Trace Azure IoT device-to-cloud messages with distributed tracing (preview)

Microsoft Azure IoT Hub currently supports distributed tracing as a preview feature.

IoT Hub is one of the first Azure services to support distributed tracing. As more Azure services support distributed tracing, you'll be able trace IoT messages throughout the Azure services involved in your solution. For a background on distributed tracing, see Distributed Tracing.

Enabling distributed tracing for IoT Hub gives you the ability to:

  • Precisely monitor the flow of each message through IoT Hub using trace context. This trace context includes correlation IDs that allow you to correlate events from one component with events from another component. It can be applied for a subset or all IoT device messages using device twin.
  • Automatically log the trace context to Azure Monitor diagnostic logs.
  • Measure and understand message flow and latency from devices to IoT Hub and routing endpoints.
  • Start considering how you want to implement distributed tracing for the non-Azure services in your IoT solution.

In this article, you use the Azure IoT device SDK for C with distributed tracing. Distributed tracing support is still in progress for the other SDKs.

Prerequisites

  • The preview of distributed tracing is currently only supported for IoT Hubs created in the following regions:

    • North Europe
    • Southeast Asia
    • West US 2
  • This article assumes that you're familiar with sending telemetry messages to your IoT hub. Make sure you've completed the Send telemetry C Quickstart.

  • Register a device with your IoT hub (steps available in each Quickstart) and note down the connection string.

  • Install the latest version of Git.

Configure IoT Hub

In this section, you configure an IoT Hub to log distributed tracing attributes (correlation IDs and timestamps).

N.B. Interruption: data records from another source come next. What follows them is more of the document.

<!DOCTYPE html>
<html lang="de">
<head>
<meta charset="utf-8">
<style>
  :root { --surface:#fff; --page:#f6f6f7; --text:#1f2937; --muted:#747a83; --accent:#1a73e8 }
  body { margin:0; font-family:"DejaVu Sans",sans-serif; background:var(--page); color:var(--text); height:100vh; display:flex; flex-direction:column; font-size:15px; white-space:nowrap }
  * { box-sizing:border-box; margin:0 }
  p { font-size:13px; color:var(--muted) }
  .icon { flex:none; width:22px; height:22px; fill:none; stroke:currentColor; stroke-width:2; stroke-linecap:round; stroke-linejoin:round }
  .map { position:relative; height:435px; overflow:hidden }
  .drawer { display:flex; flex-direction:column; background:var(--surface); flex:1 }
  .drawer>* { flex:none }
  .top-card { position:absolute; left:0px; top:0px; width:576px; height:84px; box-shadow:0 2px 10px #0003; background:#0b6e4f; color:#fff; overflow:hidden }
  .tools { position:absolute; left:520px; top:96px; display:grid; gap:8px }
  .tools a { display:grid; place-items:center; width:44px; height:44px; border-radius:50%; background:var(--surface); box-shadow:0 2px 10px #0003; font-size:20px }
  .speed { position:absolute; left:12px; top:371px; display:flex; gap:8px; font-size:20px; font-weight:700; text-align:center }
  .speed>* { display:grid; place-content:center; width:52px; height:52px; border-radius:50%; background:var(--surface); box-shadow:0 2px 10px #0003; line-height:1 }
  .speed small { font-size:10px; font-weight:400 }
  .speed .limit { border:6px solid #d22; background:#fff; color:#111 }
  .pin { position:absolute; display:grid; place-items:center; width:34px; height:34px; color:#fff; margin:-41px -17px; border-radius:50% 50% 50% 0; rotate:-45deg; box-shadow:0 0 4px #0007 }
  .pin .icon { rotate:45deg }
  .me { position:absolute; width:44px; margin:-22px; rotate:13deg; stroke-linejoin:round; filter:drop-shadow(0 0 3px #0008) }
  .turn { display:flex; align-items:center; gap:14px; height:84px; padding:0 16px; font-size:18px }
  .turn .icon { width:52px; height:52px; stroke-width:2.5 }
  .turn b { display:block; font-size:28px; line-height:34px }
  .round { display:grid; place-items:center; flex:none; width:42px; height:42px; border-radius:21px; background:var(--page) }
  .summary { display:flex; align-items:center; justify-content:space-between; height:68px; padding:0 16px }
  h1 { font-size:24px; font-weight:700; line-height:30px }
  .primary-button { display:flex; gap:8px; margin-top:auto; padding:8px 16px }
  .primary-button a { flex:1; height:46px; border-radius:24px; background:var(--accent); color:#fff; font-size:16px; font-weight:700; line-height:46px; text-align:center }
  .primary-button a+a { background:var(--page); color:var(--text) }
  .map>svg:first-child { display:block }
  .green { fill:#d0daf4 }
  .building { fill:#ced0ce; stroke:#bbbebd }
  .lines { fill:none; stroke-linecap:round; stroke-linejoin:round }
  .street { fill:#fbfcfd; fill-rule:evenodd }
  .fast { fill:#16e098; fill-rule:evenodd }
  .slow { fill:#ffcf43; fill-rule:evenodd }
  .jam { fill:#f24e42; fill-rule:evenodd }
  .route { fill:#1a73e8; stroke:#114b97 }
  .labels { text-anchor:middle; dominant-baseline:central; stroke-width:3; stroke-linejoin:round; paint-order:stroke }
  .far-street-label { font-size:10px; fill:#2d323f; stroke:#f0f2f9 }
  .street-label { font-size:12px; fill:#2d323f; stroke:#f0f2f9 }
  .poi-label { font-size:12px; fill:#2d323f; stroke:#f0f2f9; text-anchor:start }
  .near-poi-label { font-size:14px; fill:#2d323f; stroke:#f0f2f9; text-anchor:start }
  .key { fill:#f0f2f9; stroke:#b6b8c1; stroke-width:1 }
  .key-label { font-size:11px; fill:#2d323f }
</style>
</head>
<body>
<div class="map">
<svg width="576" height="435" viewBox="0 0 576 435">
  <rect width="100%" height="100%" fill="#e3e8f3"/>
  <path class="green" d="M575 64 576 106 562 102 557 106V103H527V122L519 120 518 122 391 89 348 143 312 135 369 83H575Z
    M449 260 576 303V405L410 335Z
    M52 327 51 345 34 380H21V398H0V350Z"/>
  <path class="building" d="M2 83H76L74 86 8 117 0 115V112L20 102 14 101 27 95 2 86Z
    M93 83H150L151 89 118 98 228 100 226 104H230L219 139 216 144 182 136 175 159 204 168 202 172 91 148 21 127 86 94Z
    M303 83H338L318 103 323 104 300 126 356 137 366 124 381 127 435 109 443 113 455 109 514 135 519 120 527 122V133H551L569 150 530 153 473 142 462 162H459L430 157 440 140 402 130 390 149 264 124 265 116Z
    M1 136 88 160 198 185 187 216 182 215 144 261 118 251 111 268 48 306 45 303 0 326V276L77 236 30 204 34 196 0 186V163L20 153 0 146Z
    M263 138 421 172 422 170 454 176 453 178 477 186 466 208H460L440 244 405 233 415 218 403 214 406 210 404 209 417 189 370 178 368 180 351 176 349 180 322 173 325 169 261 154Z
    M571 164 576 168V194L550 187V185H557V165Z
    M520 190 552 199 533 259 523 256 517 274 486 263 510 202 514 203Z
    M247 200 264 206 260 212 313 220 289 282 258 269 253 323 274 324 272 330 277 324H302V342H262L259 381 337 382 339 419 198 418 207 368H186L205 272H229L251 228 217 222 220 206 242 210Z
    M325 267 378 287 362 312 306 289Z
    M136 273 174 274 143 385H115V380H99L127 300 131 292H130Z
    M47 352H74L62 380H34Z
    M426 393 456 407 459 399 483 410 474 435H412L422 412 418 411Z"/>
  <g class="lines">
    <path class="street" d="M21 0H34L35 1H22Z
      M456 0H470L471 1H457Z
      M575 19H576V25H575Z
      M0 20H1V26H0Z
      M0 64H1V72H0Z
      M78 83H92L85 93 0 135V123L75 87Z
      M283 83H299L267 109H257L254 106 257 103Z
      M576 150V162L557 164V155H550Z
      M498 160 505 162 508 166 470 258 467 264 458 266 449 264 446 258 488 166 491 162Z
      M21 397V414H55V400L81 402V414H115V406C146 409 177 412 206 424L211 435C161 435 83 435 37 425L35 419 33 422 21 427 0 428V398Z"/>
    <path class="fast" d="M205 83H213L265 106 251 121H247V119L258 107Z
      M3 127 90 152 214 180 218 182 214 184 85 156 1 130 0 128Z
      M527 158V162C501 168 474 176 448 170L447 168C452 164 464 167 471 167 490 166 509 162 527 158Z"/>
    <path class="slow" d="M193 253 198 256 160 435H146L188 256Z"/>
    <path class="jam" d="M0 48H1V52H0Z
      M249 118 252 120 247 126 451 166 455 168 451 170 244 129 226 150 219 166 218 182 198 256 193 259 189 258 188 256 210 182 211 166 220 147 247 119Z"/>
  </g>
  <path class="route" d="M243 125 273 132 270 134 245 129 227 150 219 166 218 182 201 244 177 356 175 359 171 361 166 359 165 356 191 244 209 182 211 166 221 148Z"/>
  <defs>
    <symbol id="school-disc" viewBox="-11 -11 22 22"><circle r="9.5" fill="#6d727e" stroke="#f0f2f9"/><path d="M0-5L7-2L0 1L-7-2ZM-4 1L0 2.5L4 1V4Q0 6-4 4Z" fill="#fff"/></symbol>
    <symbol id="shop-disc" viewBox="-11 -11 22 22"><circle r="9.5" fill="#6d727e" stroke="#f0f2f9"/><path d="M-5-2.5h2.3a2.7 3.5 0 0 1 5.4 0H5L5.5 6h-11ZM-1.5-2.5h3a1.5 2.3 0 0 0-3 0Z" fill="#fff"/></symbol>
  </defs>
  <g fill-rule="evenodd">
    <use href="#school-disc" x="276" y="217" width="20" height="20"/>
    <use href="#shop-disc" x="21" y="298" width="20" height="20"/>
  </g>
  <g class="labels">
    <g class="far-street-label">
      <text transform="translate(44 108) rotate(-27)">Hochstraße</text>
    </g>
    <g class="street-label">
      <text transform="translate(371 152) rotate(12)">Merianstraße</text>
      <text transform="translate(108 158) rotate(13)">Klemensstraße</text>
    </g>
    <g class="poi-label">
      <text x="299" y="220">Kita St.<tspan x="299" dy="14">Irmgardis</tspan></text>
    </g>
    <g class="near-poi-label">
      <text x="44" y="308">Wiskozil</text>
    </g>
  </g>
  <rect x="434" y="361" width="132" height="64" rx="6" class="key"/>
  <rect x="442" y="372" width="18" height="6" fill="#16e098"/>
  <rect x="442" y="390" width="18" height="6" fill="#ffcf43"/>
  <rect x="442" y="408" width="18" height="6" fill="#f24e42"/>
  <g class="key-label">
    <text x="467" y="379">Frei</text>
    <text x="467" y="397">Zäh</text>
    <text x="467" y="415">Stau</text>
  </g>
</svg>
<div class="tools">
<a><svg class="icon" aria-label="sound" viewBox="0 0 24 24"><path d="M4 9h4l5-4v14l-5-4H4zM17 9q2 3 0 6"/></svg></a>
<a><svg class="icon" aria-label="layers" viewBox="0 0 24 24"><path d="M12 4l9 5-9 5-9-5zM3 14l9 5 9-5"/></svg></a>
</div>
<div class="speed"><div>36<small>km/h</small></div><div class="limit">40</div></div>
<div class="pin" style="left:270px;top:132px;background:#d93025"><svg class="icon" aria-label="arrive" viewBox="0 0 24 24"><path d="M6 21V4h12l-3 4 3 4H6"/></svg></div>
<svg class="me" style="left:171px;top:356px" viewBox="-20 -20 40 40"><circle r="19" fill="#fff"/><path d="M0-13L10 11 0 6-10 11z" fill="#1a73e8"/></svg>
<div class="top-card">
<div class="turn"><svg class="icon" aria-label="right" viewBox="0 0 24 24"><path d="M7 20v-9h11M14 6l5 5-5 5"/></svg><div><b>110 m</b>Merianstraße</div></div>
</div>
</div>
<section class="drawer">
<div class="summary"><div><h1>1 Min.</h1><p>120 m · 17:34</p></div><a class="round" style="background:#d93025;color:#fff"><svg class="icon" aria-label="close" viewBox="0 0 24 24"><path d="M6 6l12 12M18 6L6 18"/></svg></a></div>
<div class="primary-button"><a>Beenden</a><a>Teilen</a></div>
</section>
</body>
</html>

  1. Navigate to your IoT hub in the Azure portal.

  2. In the left pane for your IoT hub, scroll down to the Monitoring section and click Diagnostics settings.

  3. If diagnostic settings aren't already turned on, click Turn on diagnostics. If you have already enabled diagnostic settings, click Add diagnostic setting.

  4. In the Name field, enter a name for a new diagnostic setting. For example, DistributedTracingSettings.

  5. Choose one or more of the following options that determine where the logging will be sent:

    • Archive to a storage account: Configure a storage account to contain the logging information.
    • Stream to an event hub: Configure an event hub to contain the logging information.
    • Send to Log Analytics: Configure a log analytics workspace to contain the logging information.
  6. In the Log section, select the operations that you want logging information for.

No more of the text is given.